(Dataset entries)
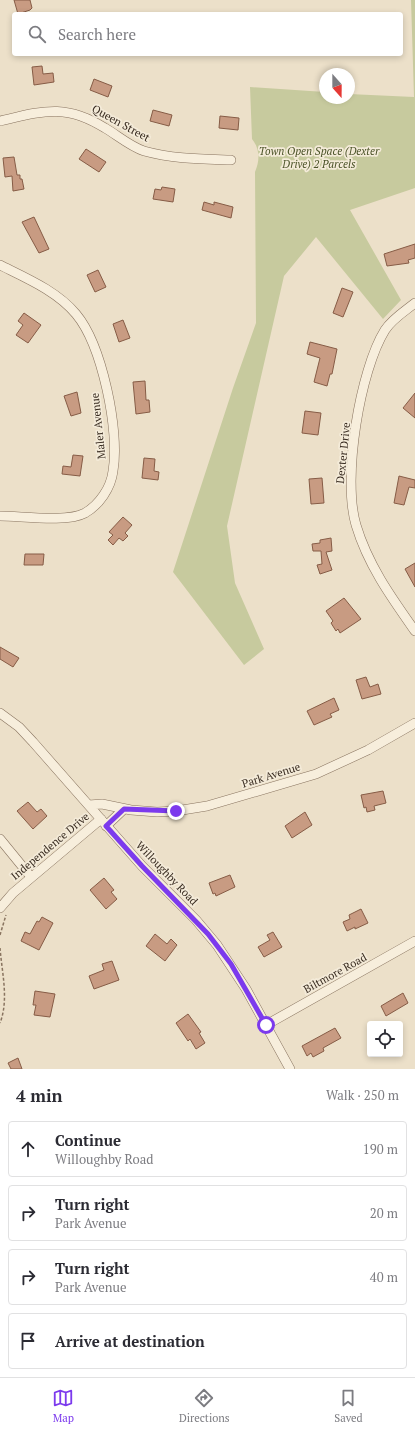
<!DOCTYPE html>
<meta charset="utf-8">
<style>
body{margin:0;font-family:"PT Serif",serif;background:#f2f2f3;color:#2b2b33}
.controls{position:absolute;right:12px;bottom:12px;display:grid;overflow:hidden;border-radius:4px;box-shadow:0 2px 6px #0003}
.controls button{width:36px;height:36px;display:grid;place-items:center;padding:0;border:0;border-bottom:1px solid #e1e1e2;background:#fff;color:#2b2b33;font:20px sans-serif}
.compass{position:absolute;left:319px;top:68px;width:36px;height:36px;border-radius:50%;background:#fff;box-shadow:0 2px 6px #0003;rotate:159deg}
.stop{position:absolute;width:12px;height:12px;margin:-9px;border:3px solid #7c3aed;border-radius:50%;background:#fff}
.stop.end{background:#7c3aed;border-color:#fff;box-shadow:0 1px 4px #0008}
.list{margin:0;padding:0;list-style:none}
h2{display:flex;justify-content:space-between;align-items:center;height:52px;margin:0;padding:0 16px;font-size:17px}
h2 small{font-size:13px;font-weight:400;color:#7c7c81}
.list li{display:grid;grid-template-columns:26px 1fr auto;gap:12px;align-items:center;box-sizing:border-box;height:56px;margin:0 8px 8px;padding:0 8px;border:1px solid #e1e1e2;border-radius:4px}
.list b{display:block;font-size:15px;white-space:nowrap}
.list p{margin:0;font-size:13px;white-space:nowrap;color:#7c7c81}
.list em{font-size:13px;font-style:normal;color:#7c7c81}
.icon{flex:none;width:22px;height:22px;fill:none;stroke:currentColor;stroke-width:2;stroke-linecap:round;stroke-linejoin:round}
.map{position:relative;flex:none;width:415px;height:1069px;overflow:hidden}
.search{position:absolute;background:#fff;box-shadow:0 2px 6px #0003;left:12px;right:12px;top:12px;height:44px;display:flex;align-items:center;gap:10px;box-sizing:border-box;padding:0 14px;border-radius:4px;color:#7c7c81;font-size:15px}
.sheet{height:308px;background:#fff}
nav{display:flex;justify-content:space-around;align-items:center;box-sizing:border-box;height:56px;border-top:1px solid #e1e1e2;background:#fff;font-size:11px;color:#7c7c81}
nav a{display:grid;justify-items:center;gap:2px}
nav .on{color:#7c3aed}
.map>svg:first-child{display:block}
</style>
<div class="map">
<svg width="415" height="1069" viewBox="0 0 415 1069">
<rect width="100%" height="100%" fill="#ece0c9"/>
<path fill="#c7ca9e" d="M411 0H415V188L350 210 401 300 383 319 316 237 284 276 227 526 235 583 264 649 244 665 173 572 233 388 256 323 255 172C260 160 260 149 252 139L250 87 325 92V98H349V94L414 97Z"/>
<path fill="#c89b82" stroke="#865c46" d="M14 0H30L32 8 30 10 18 14Z
M42 66 43 74 53 73 54 82 34 85 32 67Z
M94 79 112 86 108 97 90 90Z
M153 110 172 115 169 126 150 121Z
M220 116 239 118 238 130 219 128Z
M86 149 106 162 99 172 79 159Z
M14 157 17 175H20V179H22L24 189 13 191 12 176 5 177 3 158Z
M162 187 175 189 173 202 153 199 155 189 161 190Z
M204 202 214 205V202L233 207 231 218 202 210Z
M34 217 49 249 39 253 22 222Z
M415 244V258L408 260 409 263 387 266 384 254Z
M98 270 106 287 95 292 87 275Z
M342 288 353 292 343 317 333 313Z
M24 313 41 325 28 343 16 335 23 325 18 321Z
M123 320 130 338 119 342 113 324Z
M310 342 337 349 332 374H330L327 386 314 382 320 358 307 354Z
M145 381 146 400H149L150 412 136 414 133 382Z
M77 392 81 413 71 416 64 396Z
M415 393V418L403 408Z
M305 411 321 413 318 435 302 433Z
M73 455 83 456 80 476 62 474 63 466 71 467Z
M144 458 155 459 154 471 159 472 158 480 142 478Z
M399 476 415 480V488L409 487 404 505 394 503Z
M322 478 324 503 311 504 309 479Z
M123 517 132 525 125 533 128 536 123 541 119 538 113 545 108 540 113 535 109 532Z
M331 538 332 551 326 552 332 570 320 574 317 565 322 564 321 551H313L312 544 320 543V540Z
M25 554H44L43 565H24Z
M415 563V587L405 569Z
M344 598 361 619 340 633 338 629 336 631 331 623 333 621 326 611Z
M0 647 19 658 13 667 0 659Z
M366 677 370 687 378 684 381 694 362 699 356 680Z
M334 698 339 710 330 714 332 717 314 725 307 711Z
M383 791 386 803 374 806 375 810 367 812 366 807 364 808 361 795Z
M28 802 37 812 41 809 47 816 33 829 17 811Z
M305 812 312 825 292 838 285 826Z
M230 875 235 887 216 896 215 893 213 894 209 883Z
M104 878 114 890 111 892 117 899 106 909 90 890Z
M361 909 368 923 355 929V927L347 931 343 922 350 919 349 915Z
M42 917 53 923 39 950 21 941 25 932 30 934 37 921 39 922Z
M273 932 282 947 264 957 258 947 270 940 267 935Z
M155 934 167 944 171 939 177 945 165 961 146 946Z
M112 961 119 980 94 989 89 976 104 970 102 964Z
M35 991 55 994 50 1017 34 1015 36 1005H33Z
M403 993 408 1003 386 1016 381 1006Z
M188 1014 201 1032 199 1033 205 1043 196 1049 190 1039 188 1041 176 1023Z
M335 1028 341 1038 323 1048 324 1051 313 1057 311 1053 307 1056 302 1046Z
M18 1058 22 1069H11L8 1063Z"/>
<g fill="none" stroke-linecap="round" stroke-linejoin="round">
<g stroke="#88735f" stroke-width="10">
<path id="minor" d="M0 121C43 111 65 103 105 128 117 135 131 147 144 151 173 159 202 159 231 160
M0 265C26 278 57 291 76 314 102 345 120 431 113 471 111 488 99 505 85 513 66 523 22 516 0 516
M415 303C405 311 392 319 385 330 360 370 342 478 356 525 368 565 391 597 415 631
M0 713 19 727 33 742 142 866 196 920 217 945 246 989 290 1069
M89 805 102 804 131 810 157 812 176 811 207 806 316 774 368 750 415 723
M106 826 124 809
M0 839 31 877
M0 908 13 893 101 819
M266 1025 415 941"/>
</g>
<path stroke="#88735f" stroke-width="1.5" stroke-dasharray="3 2" stroke-linecap="butt" d="M0 935 6 915
M0 948C2 973 9 1000 0 1023"/>
<use href="#minor" stroke="#f7eedc" stroke-width="9"/>
</g>
<g fill="none" stroke-linecap="round" stroke-linejoin="round">
<path stroke="#7c3aed" stroke-width="5" d="M176 811 124 809 106 826 142 866 208 934 231 964 266 1025"/>
</g>
<g text-anchor="middle" dominant-baseline="central" stroke-width="3.5" stroke-linejoin="round" paint-order="stroke">
<g font-size="11" fill="#392c21" stroke="#f4ebd9">
<text transform="translate(121 123) rotate(29)">Queen Street</text>
<text transform="translate(98 426) rotate(-96)">Maler Avenue</text>
<text transform="translate(343 453) rotate(-84)">Dexter Drive</text>
<text transform="translate(271 775) rotate(-17)">Park Avenue</text>
<text transform="translate(50 846) rotate(-40)">Independence Drive</text>
<text transform="translate(167 873) rotate(46)">Willoughby Road</text>
<text transform="translate(335 973) rotate(-29)">Biltmore Road</text>
</g>
<g font-size="11" font-style="italic" fill="#4c5429" stroke="#f4ebd9">
<text x="319" y="151">Town Open Space (Dexter<tspan x="319" dy="13">Drive) 2 Parcels</tspan></text>
</g>
</g>
</svg>
<div class="controls">
<button><svg class="icon" aria-label="locate" viewBox="0 0 24 24"><circle cx="12" cy="12" r="6"/><path d="M12 2v4M12 18v4M2 12h4M18 12h4"/></svg></button>
</div>
<svg class="compass" viewBox="-18 -18 36 36"><path d="M0-13l5 13h-10z" fill="#e53935"/><path d="M0 13l5-13h-10z" fill="#7c7c81"/></svg>
<div class="stop" style="left:266px;top:1025px"></div>
<div class="stop end" style="left:176px;top:811px"></div>
<div class="search"><svg class="icon" aria-label="search" viewBox="0 0 24 24"><circle cx="10" cy="10" r="6"/><path d="M15 15l6 6"/></svg>Search here</div>
</div>
<section class="sheet">
<h2>4 min<small>Walk · 250 m</small></h2>
<ul class="list">
<li><svg class="icon" aria-label="ahead" viewBox="0 0 24 24"><path d="M12 20V5M6 11l6-6 6 6"/></svg><div><b>Continue</b><p>Willoughby Road</p></div><em>190 m</em></li>
<li><svg class="icon" aria-label="right" viewBox="0 0 24 24"><path d="M7 20v-9h11M14 6l5 5-5 5"/></svg><div><b>Turn right</b><p>Park Avenue</p></div><em>20 m</em></li>
<li><svg class="icon" aria-label="right" viewBox="0 0 24 24"><path d="M7 20v-9h11M14 6l5 5-5 5"/></svg><div><b>Turn right</b><p>Park Avenue</p></div><em>40 m</em></li>
<li><svg class="icon" aria-label="arrive" viewBox="0 0 24 24"><path d="M6 21V4h12l-3 4 3 4H6"/></svg><div><b>Arrive at destination</b></div></li>
</ul>
</section>
<nav>
<a class="on"><svg class="icon" aria-label="map" viewBox="0 0 24 24"><path d="M3 6l6-2 6 2 6-2v14l-6 2-6-2-6 2zM9 4v14M15 6v14"/></svg>Map</a>
<a><svg class="icon" aria-label="directions" viewBox="0 0 24 24"><path d="M12 3l9 9-9 9-9-9zM9 14v-3h6M13 9l2 2-2 2"/></svg>Directions</a>
<a><svg class="icon" aria-label="saved" viewBox="0 0 24 24"><path d="M7 4h10v16l-5-4-5 4z"/></svg>Saved</a>
</nav>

What is required —
Copy the stretch of the records above that runs from the line with "M366 677 370" through the line with "M305 812 312 825 292 838 285 826Z". Both end lines belong in the copy, and nothing else does.

Problem solution —
M366 677 370 687 378 684 381 694 362 699 356 680Z
M334 698 339 710 330 714 332 717 314 725 307 711Z
M383 791 386 803 374 806 375 810 367 812 366 807 364 808 361 795Z
M28 802 37 812 41 809 47 816 33 829 17 811Z
M305 812 312 825 292 838 285 826Z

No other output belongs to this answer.